The legacy with_embeddings API is for Python only and is deprecated.

Hugging Face

The most popular open source option is to use the sentence-transformers library, which can be installed via pip.

pip install sentence-transformers

The example below shows how to use the paraphrase-albert-small-v2 model to generate embeddings for a given document.

from sentence_transformers import SentenceTransformer

name="paraphrase-albert-small-v2"
model = SentenceTransformer(name)

# used for both training and querying
def embed_func(batch):
    return [model.encode(sentence) for sentence in batch]

OpenAI

Another popular alternative is to use an external API like OpenAI's embeddings API.

import openai
import os

# Configuring the environment variable OPENAI_API_KEY
if "OPENAI_API_KEY" not in os.environ:
# OR set the key here as a variable
openai.api_key = "sk-..."

client = openai.OpenAI()

def embed_func(c):    
    rs = client.embeddings.create(input=c, model="text-embedding-ada-002")
    return [record.embedding for record in rs["data"]]

Applying an embedding function to data

Using an embedding function, you can apply it to raw data to generate embeddings for each record.

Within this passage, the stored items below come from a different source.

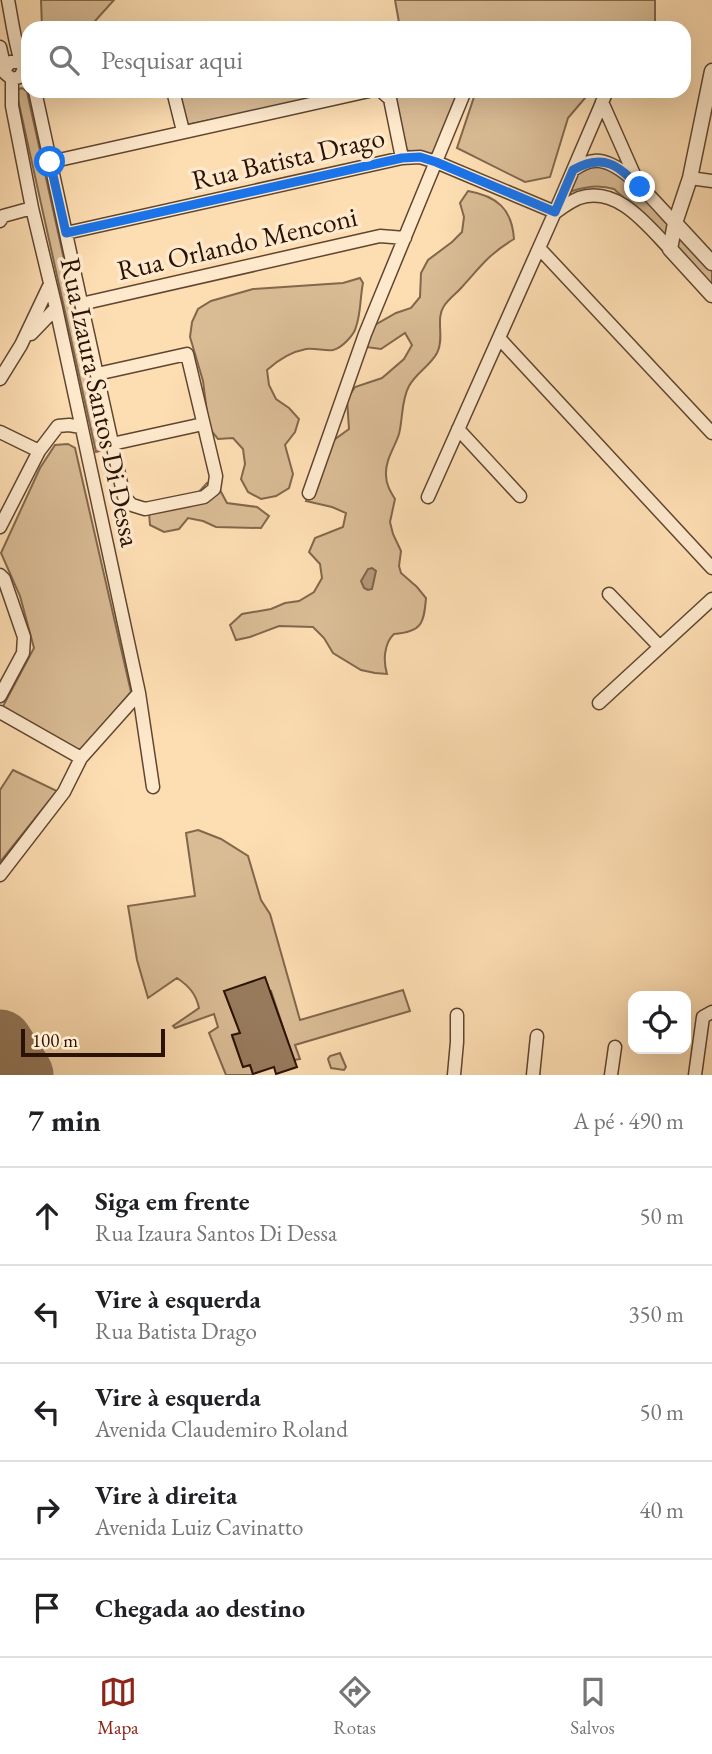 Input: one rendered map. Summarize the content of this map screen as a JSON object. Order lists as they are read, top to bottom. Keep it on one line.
{"streets":{"street":["Rua Batista Drago","Rua Orlando Menconi","Rua Izaura Santos Di Dessa"]},"crossings":[["Rua Batista Drago","Rua Izaura Santos Di Dessa"],["Rua Orlando Menconi","Rua Izaura Santos Di Dessa"]],"scale_bar":"100 m","page":{"search":"Pesquisar aqui","scale":"100 m","heading":["7 min","A pé · 490 m"],"list":[["Siga em frente","Rua Izaura Santos Di Dessa","50 m"],["Vire à esquerda","Rua Batista Drago","350 m"],["Vire à esquerda","Avenida Claudemiro Roland","50 m"],["Vire à direita","Avenida Luiz Cavinatto","40 m"],"Chegada ao destino"],"nav":["Mapa","Rotas","Salvos"]}} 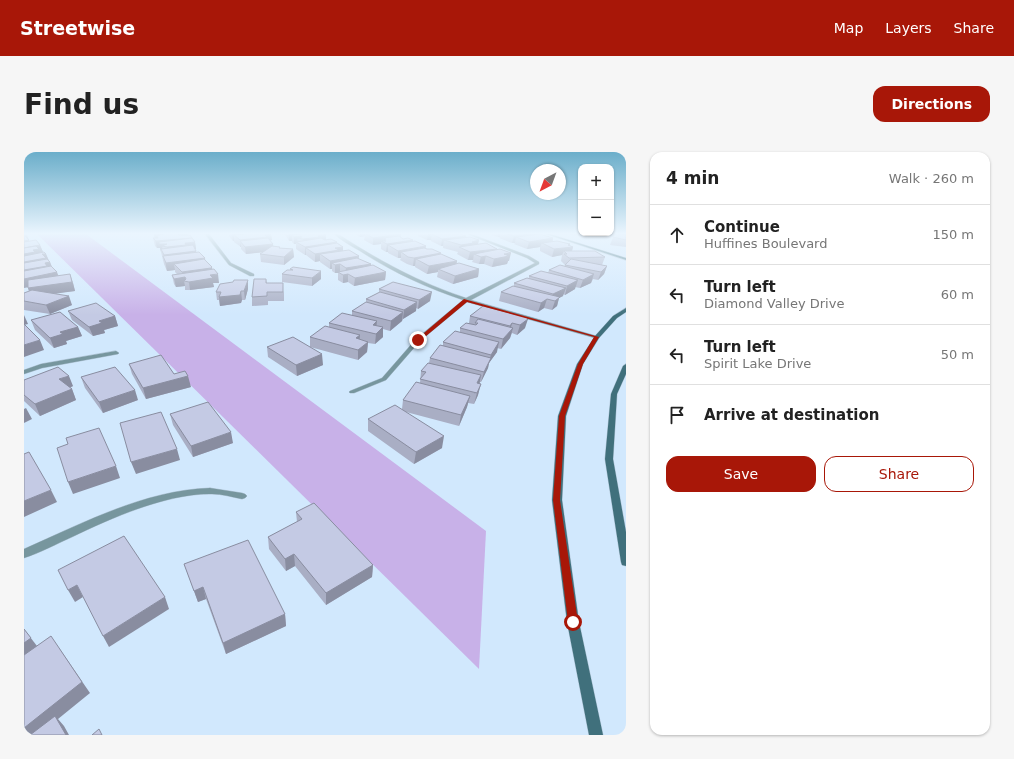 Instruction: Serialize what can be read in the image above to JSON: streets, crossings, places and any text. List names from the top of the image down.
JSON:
{
  "north": "bottom left",
  "page": {
    "header": "Streetwise",
    "nav": ["Map", "Layers", "Share"],
    "buttons": [
      "Directions",
      ["Save", "Share"]
    ],
    "title": "Find us",
    "heading": ["4 min", "Walk · 260 m"],
    "map_buttons": ["+", "−"],
    "list": [
      ["Continue", "Huffines Boulevard", "150 m"],
      ["Turn left", "Diamond Valley Drive", "60 m"],
      ["Turn left", "Spirit Lake Drive", "50 m"],
      "Arrive at destination"
    ]
  }
}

Say you have a pandas DataFrame with a text column that you want embedded, you can use the with_embeddings function to generate embeddings and add them to an existing table.

    import pandas as pd
    from lancedb.embeddings import with_embeddings

    df = pd.DataFrame(
        [
            {"text": "pepperoni"},
            {"text": "pineapple"}
        ]
    )
    data = with_embeddings(embed_func, df)

    # The output is used to create / append to a table
    tbl = db.create_table("my_table", data=data)

If your data is in a different column, you can specify the column kwarg to with_embeddings.

By default, LanceDB calls the function with batches of 1000 rows. This can be configured using the batch_size parameter to with_embeddings.

LanceDB automatically wraps the function with retry and rate-limit logic to ensure the OpenAI API call is reliable.

Querying using an embedding function

Warning

At query time, you must use the same embedding function you used to vectorize your data. If you use a different embedding function, the embeddings will not reside in the same vector space and the results will be nonsensical.

query = "What's the best pizza topping?"
query_vector = embed_func([query])[0]
results = (
   tbl.search(query_vector)
   .limit(10)
   .to_pandas()
)

The above snippet returns a pandas DataFrame with the 10 closest vectors to the query.